Electronic – Flash and EEPROM

eepromflashmemorymicrocontroller

Atmega16 datasheet says that it has

a) 16 Kbytes of In-System Self-programmable Flash program memory and
b) 512 Bytes EEPROM.

Can a microcontoller have two separate ROMs which can be programmed through EEPROM technology and Flash technology?

Or Is my inference(as given above) from the datasheet is wrong?

I know that our program is stored in flash memory than why will anyone need EEPROM? What is its use if we have flash memory for the program?

Also can any one explain what is the term "In-System Self-programmable"

What I know : Flash technology can write the program in blocks of data whereas EEPROM can write data byte by byte.

Best Answer

Nowadays, Flash memory is used to hold program code, and EEPROM (Electrically Erasable Read-only Memory) is used to hold persistent data. Back some 30 years ago, before Flash came along, EEPROMs were used to hold program code.

Actually ROM (Read-Only Memory) came first, then PROM (Programmable ROM, once only), EPROM (PROM Erasable with UV light), EEPROM, and finally Flash. ROMs are still used for very high-volume, low-cost applications (e.g. talking greeting cards).

The important difference with current microcontrollers is that you cannot generally execute code out of EEPROM, and it is awkward for programs to store data in flash. (Data is stored in flash when for example you use the "const" keyword in a data declaration, or define a string, but that is handled behind the scenes by the compiler and linker.)

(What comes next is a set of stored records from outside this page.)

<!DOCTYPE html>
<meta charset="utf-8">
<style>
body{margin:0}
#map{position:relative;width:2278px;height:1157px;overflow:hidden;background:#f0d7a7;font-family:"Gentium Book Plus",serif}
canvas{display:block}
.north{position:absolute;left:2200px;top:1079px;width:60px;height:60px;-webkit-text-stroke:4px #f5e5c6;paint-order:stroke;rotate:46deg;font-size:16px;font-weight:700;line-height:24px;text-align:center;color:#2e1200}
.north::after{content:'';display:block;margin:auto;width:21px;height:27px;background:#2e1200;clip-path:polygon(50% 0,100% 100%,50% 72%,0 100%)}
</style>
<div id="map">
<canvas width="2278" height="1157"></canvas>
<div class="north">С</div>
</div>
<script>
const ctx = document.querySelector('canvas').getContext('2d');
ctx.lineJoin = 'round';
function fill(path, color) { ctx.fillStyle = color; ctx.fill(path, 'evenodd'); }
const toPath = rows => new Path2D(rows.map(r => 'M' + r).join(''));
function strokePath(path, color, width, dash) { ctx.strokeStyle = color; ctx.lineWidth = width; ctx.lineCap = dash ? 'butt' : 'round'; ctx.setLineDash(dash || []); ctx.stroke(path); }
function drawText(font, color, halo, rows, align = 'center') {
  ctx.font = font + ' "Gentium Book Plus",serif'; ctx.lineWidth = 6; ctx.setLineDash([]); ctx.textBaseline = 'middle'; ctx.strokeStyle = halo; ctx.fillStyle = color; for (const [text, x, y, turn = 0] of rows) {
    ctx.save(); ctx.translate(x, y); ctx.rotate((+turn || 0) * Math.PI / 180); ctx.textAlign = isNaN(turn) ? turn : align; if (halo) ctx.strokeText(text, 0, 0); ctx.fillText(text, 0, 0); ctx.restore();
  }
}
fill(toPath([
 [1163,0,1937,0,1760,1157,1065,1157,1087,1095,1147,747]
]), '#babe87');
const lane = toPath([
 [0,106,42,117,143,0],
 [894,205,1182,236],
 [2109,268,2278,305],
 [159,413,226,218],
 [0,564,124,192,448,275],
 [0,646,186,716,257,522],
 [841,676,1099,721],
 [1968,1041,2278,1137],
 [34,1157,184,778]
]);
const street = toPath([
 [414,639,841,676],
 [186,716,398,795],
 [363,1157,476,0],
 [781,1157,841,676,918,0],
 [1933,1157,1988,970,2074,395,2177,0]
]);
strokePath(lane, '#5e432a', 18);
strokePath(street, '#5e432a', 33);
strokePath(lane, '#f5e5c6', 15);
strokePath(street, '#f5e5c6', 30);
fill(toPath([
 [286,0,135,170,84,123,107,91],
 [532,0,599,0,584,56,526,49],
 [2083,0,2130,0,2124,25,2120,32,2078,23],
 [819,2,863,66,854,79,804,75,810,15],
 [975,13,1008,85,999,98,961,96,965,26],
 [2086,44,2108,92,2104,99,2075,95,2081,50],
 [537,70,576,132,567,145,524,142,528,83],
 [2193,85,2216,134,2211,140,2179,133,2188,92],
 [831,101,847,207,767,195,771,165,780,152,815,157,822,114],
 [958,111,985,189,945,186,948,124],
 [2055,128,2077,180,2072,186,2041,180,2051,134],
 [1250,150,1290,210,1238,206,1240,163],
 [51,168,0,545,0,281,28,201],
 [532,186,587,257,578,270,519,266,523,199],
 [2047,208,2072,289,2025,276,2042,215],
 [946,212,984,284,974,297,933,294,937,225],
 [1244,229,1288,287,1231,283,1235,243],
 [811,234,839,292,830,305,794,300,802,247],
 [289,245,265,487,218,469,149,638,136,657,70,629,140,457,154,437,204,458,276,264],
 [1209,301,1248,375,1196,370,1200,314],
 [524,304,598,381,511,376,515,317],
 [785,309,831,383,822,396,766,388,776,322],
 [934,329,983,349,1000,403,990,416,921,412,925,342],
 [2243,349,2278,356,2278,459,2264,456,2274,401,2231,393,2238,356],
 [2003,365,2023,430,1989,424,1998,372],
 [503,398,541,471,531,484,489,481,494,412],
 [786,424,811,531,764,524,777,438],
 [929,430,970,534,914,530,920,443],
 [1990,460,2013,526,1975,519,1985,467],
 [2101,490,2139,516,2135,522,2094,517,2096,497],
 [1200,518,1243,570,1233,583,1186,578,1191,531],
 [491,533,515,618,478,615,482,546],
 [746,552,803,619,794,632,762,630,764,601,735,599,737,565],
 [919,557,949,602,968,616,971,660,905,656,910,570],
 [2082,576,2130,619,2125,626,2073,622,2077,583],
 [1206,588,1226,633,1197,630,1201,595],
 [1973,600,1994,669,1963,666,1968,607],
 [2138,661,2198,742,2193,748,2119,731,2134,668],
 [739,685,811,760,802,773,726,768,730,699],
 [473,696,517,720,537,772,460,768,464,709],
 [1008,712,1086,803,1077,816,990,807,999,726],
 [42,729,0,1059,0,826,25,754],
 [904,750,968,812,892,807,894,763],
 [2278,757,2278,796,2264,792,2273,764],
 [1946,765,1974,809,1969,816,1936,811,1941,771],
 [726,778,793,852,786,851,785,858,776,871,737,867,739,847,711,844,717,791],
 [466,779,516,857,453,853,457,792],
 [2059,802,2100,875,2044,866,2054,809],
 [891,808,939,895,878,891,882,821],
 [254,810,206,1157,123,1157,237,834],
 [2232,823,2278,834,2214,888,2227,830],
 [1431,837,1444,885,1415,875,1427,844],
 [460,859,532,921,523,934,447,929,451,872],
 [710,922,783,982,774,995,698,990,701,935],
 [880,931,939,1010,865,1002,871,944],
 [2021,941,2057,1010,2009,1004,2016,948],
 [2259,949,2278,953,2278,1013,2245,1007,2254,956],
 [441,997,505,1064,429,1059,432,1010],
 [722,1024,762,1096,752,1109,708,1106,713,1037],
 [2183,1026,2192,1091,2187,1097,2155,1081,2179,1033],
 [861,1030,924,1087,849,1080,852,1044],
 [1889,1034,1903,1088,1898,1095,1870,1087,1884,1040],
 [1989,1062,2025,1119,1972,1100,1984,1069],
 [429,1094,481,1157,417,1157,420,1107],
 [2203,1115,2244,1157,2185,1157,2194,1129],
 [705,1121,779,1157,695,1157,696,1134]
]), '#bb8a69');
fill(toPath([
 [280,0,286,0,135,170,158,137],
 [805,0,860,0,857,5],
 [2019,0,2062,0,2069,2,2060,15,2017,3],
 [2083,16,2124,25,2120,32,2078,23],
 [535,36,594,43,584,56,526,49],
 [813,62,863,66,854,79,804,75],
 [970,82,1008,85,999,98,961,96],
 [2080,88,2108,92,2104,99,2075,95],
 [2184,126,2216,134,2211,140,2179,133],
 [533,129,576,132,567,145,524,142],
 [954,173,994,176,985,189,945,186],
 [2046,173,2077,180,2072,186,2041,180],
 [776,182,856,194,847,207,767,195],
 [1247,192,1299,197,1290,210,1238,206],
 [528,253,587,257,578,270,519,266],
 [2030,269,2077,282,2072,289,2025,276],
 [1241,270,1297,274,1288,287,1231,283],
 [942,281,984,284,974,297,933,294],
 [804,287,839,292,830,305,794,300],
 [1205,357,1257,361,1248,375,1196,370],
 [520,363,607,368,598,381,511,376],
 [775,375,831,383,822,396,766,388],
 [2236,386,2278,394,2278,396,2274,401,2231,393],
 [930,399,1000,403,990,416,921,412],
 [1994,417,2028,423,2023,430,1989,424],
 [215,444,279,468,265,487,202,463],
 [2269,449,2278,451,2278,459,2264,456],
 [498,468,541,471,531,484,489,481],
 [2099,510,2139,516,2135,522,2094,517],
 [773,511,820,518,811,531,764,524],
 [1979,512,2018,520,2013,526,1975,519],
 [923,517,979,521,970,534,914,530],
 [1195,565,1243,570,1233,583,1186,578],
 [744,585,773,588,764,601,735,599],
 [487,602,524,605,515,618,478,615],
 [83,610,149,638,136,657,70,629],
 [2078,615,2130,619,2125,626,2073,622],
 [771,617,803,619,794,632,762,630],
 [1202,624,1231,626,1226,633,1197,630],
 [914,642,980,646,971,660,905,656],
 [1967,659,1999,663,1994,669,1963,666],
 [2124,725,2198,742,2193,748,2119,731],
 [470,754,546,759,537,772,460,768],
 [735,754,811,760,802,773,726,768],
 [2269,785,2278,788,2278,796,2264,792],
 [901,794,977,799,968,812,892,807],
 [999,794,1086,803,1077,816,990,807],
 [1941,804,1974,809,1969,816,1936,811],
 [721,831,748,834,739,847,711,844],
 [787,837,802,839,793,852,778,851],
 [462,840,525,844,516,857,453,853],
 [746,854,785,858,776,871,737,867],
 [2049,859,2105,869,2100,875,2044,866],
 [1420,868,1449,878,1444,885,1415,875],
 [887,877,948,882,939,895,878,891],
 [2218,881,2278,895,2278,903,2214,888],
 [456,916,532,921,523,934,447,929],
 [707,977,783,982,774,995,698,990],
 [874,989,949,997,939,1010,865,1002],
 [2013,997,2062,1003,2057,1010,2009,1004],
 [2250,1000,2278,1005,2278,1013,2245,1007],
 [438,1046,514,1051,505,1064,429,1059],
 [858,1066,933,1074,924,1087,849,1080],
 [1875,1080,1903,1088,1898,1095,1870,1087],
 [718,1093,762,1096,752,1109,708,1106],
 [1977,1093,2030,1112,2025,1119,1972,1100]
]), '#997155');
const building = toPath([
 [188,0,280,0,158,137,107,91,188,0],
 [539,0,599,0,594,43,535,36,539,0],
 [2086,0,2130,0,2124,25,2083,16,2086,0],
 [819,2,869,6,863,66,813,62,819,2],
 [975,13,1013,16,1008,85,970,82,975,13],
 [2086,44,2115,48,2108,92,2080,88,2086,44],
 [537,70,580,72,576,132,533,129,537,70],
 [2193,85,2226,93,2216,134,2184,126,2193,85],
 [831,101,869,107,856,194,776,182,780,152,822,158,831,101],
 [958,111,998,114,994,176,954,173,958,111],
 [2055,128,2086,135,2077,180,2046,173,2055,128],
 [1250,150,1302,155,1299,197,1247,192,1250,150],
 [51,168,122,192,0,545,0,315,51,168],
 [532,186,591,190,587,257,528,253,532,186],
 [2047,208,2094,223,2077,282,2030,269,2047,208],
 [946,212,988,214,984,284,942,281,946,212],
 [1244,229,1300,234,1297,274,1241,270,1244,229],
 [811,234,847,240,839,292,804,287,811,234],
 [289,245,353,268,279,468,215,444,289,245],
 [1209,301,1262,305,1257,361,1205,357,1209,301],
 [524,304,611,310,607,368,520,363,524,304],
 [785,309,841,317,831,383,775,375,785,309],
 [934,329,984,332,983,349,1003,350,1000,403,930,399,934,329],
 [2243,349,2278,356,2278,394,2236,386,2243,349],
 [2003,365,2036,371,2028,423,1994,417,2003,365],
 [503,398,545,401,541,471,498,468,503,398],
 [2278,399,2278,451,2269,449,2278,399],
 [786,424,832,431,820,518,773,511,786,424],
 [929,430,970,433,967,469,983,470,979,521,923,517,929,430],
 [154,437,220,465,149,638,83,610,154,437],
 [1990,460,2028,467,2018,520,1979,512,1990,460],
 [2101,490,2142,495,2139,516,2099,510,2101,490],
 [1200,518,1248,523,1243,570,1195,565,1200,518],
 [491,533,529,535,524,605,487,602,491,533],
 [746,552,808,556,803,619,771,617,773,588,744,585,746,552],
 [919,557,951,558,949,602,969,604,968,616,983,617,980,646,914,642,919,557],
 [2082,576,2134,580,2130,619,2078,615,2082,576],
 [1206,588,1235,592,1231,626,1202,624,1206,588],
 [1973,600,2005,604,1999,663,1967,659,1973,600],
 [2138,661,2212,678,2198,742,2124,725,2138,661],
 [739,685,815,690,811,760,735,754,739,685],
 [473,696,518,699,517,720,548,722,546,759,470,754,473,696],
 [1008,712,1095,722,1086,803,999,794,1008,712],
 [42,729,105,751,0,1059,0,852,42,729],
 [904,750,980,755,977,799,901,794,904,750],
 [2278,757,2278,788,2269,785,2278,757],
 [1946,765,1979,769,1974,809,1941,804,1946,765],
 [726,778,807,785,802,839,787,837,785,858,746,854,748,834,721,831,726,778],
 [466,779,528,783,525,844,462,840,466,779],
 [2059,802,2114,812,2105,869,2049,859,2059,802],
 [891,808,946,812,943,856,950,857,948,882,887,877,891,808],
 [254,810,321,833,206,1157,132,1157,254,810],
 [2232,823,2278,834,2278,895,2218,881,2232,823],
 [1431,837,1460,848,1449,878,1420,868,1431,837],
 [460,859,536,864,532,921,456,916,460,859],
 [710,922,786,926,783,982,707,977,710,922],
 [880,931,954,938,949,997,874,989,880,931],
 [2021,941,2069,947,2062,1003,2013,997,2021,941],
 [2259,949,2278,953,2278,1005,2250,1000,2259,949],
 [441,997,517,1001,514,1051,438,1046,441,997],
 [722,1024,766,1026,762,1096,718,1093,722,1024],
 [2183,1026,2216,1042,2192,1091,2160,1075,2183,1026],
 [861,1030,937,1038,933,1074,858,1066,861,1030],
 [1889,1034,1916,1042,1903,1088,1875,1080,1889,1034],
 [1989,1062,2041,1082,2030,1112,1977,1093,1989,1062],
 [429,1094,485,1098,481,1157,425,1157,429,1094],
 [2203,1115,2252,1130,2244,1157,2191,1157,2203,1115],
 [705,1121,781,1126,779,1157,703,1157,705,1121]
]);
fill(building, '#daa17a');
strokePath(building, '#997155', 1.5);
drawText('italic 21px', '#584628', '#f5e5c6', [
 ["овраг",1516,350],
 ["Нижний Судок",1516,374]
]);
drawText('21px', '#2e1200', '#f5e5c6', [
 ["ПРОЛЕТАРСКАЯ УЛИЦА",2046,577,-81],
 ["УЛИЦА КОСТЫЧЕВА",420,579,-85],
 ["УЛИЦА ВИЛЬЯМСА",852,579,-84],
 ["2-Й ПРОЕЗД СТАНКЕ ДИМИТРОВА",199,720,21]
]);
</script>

The EEPROM area can be used to hold configuration or other data which you want to be available across reboots including if the microcontroller has lost power and is then powered back up. Functionally, you can think of the EEPROM as a very small hard drive or SD card.

On microcontrollers without EEPROM, it is possible to store persistent data in flash memory, but this becomes difficult since microcontrollers were not really designed for this, and you have to find a special spot that will not interfere with the program code, and set this aside with the linker. Plus as mentioned below, you can usually update the EEPROM many times more than the flash.

If you do program data in flash, this doesn't mean you can access the data as variables in your C program, because there is no way to tell the compiler where these variables are in your code (i.e. you can't bind a const variable to this area of flash.) So reading them has to be done through the special set of registers that are used to write them. Note this restriction applies to the data in EEPROM also, so it has no advantage in this regard.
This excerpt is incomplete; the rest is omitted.